→ Assigned task: List all lines of the data containing the word "Glen".

Saved data entries
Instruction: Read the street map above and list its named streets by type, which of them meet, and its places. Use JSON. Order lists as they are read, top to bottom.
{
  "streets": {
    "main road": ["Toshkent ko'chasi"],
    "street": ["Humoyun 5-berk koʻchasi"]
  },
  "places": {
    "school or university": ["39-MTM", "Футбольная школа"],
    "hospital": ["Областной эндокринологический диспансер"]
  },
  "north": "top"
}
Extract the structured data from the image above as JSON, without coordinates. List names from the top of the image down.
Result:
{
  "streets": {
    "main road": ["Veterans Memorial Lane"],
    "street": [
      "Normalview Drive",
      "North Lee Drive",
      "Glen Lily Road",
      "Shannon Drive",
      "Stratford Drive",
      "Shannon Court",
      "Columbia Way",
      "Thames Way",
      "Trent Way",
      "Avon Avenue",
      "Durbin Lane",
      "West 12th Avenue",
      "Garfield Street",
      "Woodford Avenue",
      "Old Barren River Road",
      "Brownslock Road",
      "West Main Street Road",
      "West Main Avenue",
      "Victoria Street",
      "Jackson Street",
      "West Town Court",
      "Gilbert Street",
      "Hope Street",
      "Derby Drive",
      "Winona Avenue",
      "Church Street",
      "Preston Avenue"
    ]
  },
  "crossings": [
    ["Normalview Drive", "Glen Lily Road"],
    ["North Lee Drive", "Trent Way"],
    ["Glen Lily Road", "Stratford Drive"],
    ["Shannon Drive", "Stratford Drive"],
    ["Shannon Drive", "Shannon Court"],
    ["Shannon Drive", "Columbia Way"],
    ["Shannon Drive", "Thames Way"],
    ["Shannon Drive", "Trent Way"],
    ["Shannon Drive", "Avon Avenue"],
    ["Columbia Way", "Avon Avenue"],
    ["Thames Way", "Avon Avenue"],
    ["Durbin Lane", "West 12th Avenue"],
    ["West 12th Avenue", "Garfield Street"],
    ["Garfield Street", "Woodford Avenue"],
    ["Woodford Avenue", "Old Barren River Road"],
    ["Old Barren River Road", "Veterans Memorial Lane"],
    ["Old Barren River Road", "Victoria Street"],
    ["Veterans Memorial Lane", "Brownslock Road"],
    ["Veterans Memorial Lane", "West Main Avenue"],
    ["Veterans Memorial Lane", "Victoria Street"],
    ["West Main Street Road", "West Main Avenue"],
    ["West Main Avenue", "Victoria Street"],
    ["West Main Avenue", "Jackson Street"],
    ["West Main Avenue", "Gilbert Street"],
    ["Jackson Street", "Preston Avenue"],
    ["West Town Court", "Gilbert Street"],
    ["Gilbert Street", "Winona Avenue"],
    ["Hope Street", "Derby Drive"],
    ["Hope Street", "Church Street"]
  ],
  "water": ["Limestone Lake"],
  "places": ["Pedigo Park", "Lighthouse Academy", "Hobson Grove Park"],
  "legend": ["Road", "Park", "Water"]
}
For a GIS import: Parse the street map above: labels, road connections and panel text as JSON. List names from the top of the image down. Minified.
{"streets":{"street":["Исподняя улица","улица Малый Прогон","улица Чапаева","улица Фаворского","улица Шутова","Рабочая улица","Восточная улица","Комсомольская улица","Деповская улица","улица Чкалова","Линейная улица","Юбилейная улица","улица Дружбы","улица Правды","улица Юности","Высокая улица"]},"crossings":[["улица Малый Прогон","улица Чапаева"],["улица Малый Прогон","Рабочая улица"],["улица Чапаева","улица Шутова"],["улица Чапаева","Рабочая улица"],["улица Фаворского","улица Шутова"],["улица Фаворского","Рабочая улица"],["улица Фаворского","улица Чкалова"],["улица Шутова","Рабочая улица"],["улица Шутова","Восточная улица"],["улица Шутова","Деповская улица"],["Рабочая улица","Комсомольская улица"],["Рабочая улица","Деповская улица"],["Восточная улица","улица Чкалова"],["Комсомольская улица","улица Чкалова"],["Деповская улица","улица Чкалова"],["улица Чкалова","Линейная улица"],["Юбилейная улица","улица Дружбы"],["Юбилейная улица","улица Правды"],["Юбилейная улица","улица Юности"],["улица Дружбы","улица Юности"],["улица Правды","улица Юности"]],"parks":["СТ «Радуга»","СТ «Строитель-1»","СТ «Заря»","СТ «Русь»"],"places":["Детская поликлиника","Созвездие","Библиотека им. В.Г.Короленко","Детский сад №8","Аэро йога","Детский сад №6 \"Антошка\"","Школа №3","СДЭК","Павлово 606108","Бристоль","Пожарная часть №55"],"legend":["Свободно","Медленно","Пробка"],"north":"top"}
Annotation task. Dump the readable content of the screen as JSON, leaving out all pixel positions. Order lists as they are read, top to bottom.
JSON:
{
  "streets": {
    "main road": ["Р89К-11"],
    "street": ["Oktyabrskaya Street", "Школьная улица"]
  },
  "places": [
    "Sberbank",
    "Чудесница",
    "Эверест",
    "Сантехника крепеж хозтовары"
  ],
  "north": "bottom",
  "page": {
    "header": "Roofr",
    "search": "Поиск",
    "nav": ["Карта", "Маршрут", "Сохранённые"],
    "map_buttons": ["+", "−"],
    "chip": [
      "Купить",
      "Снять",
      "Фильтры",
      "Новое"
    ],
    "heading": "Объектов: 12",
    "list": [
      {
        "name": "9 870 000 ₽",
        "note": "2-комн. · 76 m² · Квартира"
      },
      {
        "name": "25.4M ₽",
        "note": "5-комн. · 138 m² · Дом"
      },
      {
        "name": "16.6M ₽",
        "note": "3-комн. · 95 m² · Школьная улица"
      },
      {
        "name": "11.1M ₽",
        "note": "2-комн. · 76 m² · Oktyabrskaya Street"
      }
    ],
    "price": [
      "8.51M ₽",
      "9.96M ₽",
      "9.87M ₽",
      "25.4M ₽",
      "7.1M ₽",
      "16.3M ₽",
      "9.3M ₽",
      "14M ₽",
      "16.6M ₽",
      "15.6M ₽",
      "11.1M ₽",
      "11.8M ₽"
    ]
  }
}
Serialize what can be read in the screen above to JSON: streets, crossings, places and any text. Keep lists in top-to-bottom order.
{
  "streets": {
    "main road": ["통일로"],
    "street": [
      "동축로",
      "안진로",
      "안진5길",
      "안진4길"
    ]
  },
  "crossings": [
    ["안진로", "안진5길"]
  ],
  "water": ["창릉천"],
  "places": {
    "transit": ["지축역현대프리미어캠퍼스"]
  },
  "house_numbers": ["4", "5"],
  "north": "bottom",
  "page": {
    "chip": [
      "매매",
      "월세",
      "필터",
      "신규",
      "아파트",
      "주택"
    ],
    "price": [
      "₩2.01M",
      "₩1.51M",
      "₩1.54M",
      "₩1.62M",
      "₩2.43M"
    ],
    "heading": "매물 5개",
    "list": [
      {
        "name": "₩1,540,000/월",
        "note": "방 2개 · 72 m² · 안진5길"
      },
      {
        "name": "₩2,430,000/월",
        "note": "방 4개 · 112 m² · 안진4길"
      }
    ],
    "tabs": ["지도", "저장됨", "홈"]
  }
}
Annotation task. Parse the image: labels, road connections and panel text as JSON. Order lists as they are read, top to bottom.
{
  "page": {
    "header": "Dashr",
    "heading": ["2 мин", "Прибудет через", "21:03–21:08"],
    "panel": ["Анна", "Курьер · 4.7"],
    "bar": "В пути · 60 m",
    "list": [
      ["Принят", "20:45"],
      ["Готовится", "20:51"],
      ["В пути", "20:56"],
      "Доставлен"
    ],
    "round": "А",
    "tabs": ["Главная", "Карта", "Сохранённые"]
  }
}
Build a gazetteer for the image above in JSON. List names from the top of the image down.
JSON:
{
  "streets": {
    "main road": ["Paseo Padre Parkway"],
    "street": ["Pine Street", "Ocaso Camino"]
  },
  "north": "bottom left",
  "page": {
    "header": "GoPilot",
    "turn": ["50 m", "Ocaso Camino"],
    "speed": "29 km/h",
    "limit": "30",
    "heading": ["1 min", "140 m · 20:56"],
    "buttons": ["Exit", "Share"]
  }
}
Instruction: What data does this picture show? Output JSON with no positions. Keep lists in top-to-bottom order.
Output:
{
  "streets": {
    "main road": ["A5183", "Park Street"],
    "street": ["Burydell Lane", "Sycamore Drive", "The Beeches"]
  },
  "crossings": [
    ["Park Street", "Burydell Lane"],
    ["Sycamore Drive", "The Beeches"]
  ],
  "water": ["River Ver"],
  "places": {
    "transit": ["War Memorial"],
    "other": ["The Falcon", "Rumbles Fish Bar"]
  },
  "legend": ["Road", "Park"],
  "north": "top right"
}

→ Task response:
      "Glen Lily Road",
    ["Normalview Drive", "Glen Lily Road"],
    ["Glen Lily Road", "Stratford Drive"],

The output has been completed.